* _The task_: Looking at the entries underneath, work out how many lines contain "width". Write only that number.

(Stored data)
○ ○ ○

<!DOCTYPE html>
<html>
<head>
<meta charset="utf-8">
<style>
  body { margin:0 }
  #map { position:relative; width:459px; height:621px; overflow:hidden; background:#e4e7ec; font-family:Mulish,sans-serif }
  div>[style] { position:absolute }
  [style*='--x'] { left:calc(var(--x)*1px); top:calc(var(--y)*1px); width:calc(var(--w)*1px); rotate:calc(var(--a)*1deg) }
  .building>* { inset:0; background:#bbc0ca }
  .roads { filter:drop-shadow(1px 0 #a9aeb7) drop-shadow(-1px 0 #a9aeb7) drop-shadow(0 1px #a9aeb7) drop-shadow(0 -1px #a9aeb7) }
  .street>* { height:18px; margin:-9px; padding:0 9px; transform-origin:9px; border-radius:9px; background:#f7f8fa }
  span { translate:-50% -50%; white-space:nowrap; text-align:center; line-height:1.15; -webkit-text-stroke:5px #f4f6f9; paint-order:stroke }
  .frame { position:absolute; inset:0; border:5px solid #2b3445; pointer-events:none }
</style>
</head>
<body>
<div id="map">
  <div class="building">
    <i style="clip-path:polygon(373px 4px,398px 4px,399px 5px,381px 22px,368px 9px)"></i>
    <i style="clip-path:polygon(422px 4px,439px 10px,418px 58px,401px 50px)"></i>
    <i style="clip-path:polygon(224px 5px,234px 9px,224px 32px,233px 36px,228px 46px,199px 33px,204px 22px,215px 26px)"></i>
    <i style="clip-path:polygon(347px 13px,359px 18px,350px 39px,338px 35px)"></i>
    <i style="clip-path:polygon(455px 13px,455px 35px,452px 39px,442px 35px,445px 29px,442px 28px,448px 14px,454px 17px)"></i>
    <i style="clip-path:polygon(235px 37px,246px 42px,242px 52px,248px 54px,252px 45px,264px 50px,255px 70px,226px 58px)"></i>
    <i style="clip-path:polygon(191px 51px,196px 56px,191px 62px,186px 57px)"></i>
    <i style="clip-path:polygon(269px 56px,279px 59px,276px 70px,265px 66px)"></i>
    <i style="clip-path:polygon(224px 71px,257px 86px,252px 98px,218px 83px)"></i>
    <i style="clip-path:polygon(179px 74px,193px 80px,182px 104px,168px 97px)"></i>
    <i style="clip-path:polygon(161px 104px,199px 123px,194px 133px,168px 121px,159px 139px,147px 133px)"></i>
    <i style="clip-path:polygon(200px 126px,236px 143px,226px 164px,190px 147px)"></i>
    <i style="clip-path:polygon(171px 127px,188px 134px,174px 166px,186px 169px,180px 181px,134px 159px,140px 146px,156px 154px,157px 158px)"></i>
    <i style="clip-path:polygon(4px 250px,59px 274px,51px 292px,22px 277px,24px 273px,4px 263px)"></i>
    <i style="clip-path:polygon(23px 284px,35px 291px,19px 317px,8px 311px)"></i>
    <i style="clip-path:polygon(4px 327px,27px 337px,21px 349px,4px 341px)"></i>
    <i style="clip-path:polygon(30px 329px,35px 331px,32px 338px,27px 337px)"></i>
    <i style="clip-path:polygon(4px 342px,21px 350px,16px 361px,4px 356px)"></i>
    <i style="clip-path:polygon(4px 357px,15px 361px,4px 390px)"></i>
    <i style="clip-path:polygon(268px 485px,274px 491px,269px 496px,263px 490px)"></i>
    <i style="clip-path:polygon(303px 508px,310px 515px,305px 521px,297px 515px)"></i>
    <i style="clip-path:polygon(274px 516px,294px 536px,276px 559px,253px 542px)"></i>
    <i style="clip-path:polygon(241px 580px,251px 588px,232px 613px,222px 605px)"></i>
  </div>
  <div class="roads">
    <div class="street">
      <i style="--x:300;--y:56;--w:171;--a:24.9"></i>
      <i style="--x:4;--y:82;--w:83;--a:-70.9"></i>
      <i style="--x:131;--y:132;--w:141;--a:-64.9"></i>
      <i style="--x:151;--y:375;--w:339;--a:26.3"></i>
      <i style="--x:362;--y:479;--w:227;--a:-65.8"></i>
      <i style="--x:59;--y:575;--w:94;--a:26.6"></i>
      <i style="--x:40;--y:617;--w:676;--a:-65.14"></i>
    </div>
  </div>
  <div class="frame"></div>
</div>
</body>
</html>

○ ○ ○

* _Response area_: 2